**What is expected:** Take every line from the material that has the word "Bessouye" in it.

**Material to process:**
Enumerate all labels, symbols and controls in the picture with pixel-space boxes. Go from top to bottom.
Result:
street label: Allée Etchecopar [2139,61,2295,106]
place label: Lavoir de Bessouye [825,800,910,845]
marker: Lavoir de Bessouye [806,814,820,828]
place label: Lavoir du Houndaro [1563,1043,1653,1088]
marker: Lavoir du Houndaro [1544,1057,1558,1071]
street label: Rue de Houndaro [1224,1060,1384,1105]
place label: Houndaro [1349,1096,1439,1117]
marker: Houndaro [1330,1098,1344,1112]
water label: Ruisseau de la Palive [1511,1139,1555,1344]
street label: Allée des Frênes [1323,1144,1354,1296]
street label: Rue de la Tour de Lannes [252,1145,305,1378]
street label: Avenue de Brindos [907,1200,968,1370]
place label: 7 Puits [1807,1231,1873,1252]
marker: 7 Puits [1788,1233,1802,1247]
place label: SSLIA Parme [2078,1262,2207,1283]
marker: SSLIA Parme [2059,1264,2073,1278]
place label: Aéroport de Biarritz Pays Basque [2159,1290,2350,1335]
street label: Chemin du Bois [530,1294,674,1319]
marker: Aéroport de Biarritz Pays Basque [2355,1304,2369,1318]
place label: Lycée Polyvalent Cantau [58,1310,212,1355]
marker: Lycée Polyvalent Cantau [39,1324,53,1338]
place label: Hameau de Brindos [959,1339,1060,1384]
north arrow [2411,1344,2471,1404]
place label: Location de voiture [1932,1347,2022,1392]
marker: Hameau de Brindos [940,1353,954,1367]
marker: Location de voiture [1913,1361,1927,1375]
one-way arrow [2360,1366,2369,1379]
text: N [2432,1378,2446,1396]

**Answer space:**
place label: Lavoir de Bessouye [825,800,910,845]
marker: Lavoir de Bessouye [806,814,820,828]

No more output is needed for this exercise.